I call them criminals, because despite their non-election, they manage to hide behind rules that are made entirely by elected bodies to make sure that those in power, stay in power. Gerrymandering has become an exact science since the advent of computer modeling with our entire state being configured to be non-competitive. The state redistricting commission will meet to hear public input today from 10 a.m. to noon at the former NCR World HQ at 1700 S. Patterson Blvd. across from Carillon Park.

A competition was held by the League of Women Voters to create a more equitable map in Ohio- and the winner was created by an Illinois State rep– not even an Ohioan. It is doubtful that these crowd-sourced maps will be adopted because our current political hacks are more interested in keeping their jobs than letting the public choose their representation.

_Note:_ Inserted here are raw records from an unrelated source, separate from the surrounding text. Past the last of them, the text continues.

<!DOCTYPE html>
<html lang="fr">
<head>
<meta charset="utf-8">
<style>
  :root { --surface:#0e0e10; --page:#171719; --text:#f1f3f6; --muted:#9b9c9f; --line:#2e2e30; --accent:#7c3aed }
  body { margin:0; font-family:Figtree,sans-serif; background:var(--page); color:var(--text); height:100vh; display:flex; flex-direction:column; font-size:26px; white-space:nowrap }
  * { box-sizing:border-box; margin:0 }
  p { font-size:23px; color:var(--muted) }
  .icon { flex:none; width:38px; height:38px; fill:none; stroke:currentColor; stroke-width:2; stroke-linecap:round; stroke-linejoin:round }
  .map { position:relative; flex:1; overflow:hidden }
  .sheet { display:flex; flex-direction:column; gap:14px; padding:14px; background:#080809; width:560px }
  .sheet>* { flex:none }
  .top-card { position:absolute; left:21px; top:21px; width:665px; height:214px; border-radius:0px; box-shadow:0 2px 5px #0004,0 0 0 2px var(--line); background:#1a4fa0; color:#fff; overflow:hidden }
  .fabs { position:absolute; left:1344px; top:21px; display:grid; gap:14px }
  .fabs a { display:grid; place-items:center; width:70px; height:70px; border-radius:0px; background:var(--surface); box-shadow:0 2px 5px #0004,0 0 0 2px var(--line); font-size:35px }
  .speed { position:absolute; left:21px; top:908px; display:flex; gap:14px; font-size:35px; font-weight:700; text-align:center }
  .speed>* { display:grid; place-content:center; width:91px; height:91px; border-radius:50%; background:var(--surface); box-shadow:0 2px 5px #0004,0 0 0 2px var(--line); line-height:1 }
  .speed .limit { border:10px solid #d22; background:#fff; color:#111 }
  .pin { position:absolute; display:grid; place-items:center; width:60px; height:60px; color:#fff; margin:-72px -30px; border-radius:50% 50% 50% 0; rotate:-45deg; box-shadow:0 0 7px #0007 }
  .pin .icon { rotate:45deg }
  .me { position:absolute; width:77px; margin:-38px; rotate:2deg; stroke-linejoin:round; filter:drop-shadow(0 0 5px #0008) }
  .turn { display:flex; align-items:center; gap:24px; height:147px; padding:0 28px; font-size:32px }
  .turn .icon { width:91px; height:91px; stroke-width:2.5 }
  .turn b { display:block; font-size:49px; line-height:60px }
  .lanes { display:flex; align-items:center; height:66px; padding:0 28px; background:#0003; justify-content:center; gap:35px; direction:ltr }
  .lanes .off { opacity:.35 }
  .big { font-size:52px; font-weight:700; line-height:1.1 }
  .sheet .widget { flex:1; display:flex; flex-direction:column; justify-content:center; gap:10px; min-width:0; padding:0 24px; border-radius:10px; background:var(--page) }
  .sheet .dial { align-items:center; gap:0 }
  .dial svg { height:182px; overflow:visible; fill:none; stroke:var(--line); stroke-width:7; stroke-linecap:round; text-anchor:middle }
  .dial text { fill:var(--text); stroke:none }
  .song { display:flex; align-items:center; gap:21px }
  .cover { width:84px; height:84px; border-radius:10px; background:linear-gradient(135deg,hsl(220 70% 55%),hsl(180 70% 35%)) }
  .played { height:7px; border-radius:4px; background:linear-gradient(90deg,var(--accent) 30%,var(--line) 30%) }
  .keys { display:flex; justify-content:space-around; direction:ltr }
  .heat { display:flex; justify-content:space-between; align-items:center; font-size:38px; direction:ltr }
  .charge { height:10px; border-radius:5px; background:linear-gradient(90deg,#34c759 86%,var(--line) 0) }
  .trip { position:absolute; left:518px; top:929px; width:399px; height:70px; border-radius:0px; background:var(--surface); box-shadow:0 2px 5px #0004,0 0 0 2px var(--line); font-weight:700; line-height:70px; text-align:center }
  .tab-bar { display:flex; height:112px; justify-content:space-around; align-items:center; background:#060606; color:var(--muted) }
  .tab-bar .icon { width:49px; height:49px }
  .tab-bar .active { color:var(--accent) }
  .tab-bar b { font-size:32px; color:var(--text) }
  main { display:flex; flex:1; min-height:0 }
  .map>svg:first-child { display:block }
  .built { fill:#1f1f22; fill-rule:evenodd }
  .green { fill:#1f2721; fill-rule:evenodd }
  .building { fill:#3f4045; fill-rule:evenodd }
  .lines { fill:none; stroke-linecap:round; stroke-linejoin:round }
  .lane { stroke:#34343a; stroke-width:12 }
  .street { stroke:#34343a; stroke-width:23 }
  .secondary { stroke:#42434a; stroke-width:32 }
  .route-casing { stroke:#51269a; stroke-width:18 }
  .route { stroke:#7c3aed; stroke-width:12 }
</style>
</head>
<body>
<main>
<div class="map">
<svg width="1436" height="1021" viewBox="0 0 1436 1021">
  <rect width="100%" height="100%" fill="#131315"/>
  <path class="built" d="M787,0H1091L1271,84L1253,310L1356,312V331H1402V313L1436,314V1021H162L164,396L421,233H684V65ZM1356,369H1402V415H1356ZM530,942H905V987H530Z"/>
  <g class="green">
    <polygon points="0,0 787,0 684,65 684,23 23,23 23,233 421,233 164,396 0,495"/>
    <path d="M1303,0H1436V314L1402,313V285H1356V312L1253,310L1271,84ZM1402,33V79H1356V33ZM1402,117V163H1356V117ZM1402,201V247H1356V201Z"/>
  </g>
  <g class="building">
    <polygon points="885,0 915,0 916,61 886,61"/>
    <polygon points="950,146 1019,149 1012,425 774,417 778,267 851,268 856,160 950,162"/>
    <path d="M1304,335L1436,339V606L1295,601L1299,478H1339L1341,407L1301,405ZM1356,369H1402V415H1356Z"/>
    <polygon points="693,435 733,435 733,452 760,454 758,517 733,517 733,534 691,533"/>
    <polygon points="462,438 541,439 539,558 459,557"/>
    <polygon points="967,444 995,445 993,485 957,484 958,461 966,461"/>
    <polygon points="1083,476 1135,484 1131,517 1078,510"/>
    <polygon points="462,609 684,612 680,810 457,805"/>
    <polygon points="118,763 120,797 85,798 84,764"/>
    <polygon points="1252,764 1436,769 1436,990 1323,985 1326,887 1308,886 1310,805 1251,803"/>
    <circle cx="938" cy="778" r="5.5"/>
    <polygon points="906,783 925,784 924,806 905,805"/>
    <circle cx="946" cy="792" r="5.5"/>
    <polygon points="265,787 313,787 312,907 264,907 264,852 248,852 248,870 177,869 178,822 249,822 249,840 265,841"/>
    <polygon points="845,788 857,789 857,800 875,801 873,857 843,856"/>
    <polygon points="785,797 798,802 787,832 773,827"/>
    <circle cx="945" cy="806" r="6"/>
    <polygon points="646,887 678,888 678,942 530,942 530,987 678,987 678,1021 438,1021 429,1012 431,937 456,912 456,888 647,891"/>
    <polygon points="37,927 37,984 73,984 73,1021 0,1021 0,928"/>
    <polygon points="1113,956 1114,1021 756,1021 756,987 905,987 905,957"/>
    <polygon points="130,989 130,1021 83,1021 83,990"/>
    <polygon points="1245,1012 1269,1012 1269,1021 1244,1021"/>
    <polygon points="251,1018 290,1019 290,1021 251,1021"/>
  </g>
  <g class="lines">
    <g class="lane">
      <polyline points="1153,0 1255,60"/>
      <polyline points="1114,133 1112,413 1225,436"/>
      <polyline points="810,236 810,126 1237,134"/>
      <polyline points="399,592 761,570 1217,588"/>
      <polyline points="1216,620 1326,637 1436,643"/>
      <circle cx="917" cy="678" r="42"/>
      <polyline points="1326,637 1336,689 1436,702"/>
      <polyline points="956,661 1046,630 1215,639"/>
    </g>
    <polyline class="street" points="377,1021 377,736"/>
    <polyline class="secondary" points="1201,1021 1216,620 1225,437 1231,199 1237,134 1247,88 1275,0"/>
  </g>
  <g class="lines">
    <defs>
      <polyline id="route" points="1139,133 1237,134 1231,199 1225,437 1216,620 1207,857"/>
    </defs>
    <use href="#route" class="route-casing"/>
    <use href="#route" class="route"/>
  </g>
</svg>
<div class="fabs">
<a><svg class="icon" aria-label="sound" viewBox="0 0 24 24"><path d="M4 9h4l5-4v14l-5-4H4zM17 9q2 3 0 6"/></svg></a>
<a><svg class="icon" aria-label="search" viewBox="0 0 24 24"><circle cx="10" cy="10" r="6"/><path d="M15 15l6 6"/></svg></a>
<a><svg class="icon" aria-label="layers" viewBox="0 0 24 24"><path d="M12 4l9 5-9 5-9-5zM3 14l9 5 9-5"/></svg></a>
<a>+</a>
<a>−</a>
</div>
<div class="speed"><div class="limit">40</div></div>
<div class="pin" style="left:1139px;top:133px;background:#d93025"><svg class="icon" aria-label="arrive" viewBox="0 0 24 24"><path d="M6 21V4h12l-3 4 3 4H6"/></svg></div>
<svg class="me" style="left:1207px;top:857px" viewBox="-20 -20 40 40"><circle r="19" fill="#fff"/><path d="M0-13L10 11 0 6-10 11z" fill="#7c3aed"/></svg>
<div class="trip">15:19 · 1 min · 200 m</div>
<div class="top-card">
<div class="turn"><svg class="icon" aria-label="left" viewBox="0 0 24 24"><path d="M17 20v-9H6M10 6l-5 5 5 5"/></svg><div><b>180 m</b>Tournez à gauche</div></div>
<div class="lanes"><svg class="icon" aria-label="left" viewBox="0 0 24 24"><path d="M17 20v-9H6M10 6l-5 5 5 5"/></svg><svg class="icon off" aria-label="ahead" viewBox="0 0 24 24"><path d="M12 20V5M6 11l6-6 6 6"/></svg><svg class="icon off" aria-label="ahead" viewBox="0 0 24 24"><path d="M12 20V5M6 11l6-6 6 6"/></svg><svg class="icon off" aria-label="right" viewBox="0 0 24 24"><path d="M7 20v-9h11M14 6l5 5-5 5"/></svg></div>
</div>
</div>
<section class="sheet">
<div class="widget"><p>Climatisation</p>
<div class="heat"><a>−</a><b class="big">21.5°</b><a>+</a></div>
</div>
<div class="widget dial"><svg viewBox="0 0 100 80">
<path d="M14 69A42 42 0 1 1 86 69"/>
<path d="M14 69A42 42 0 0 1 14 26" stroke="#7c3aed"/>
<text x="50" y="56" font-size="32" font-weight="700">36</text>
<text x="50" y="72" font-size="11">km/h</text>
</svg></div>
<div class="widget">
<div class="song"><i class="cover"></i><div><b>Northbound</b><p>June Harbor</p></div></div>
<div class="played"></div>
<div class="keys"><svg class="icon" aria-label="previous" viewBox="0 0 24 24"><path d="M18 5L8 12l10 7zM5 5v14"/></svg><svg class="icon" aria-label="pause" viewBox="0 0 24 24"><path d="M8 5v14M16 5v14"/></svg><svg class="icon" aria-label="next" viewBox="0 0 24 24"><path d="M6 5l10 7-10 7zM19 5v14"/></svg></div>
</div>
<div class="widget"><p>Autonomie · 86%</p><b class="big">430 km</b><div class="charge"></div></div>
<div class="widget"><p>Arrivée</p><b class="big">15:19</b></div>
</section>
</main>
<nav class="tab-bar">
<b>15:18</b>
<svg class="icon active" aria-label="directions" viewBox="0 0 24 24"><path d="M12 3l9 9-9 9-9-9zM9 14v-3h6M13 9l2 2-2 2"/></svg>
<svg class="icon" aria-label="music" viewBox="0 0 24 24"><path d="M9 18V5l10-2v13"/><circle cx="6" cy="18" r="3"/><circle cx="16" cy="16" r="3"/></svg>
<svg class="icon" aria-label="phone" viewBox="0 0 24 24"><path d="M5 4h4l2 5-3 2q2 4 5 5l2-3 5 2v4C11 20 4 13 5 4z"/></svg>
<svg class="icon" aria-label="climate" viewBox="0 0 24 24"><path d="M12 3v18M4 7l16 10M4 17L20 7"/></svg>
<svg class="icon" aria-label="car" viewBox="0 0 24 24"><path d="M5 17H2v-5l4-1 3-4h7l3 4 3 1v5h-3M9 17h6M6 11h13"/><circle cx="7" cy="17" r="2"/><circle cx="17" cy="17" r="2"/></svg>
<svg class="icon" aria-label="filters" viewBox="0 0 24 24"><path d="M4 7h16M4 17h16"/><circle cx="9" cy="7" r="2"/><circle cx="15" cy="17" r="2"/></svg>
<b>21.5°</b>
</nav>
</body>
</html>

In a move that only covered- the Montgomery County Board of Elections redrew all our local precinct maps recently without any real public review or regard for the myriad of other issues that are connected to these maps.

In Ohio it is incredibly difficult to push a citizen initiative on the ballot, or to recall a sitting politician, much of it because of our petition process which counts on voter roles that are a complete and utter mess. The disenfranchisement of voters has reached an all-time high in Ohio- with requirements of matching name, signature and address to their data coupled with very high signature requirements despite the fact that if you run for Congress- one of the highest offices in the land, and you are a member of a major party- you only need 50 signatures.

There are different petitions for almost every office- with different procedures, language, turn-in dates and rules for authentication. Despite the fact that all are just trying to confirm that the signer is in fact a registered voter. Even the definition of “registered voter” is a fluid description- as exceptions are made via provisional ballots and for the military- making the whole thing as predictable as playing spin the bottle. Why we differentiate between citizens and voters is a question that should be asked in the first place- as we are all Americans and pay the price of bad leadership – choosing not to vote is just as valid as choosing who to vote for, if you feel your vote doesn’t count anyway- but shouldn’t have any bearing on if you think a question should be up for a vote.

Recently, the Montgomery County Board of Selections disqualified 3 candidates from a field of six for the three seats coming up for the Dayton School Board. However on review, enough signatures were “Found” to put the sitting board president, Nancy Nearny, back on the ballot. Had she not benefited from this assistance, the three remaining candidates would have all been elected- although there may be a provision for write-ins for School Board (there aren’t for Dayton City Commission).

In another smooth move, a school, Miami Valley CTC,  that arrived 8 minutes after the 4pm filing deadline, had their issue placed back on the ballot- something that never would happen for a third-party candidate.

The Secretary of State- the only person we elect to oversee all elections issues (which happens to be a man who was embroiled in a residency flap for his entire time as a state rep) is trying to push new rules to make it more difficult for all voters to request absentee ballots and require state photo IDs for all voters despite the statistical unlikeliness of voters voting more than once with the current system could ever change the results- has now made it easy for military members to vote– while it is virtually impossible for them to sign a petition from a remote duty station to be involved in the other part of the process. Military members will even be able to sign up for e-mail alerts about deadlines for requesting ballots etc.- something that should be available to the regular voter.

There are also complex campaign finance reporting laws, campaigning laws and financial disclosure laws, all as obstacles against having average people step up to be the voice of the people as elected representatives. For a country that professes to have free elections- there is nothing free about the systems we have in place, that favor the connected, the wealthy and the incumbent.

A true board of elections and elections system would have a much better rate of successful candidate filings, giving more voters more choices in an equal opportunity election. But for now, we get to choose between a few candidates who manage to jump through all the hoops and buy their way into office.

It’s not just time to look at redistricting Ohio- it’s time to reevaluate the entire two-party system that runs the “Boards of Selection” so that we may actually have real choices on the ballot.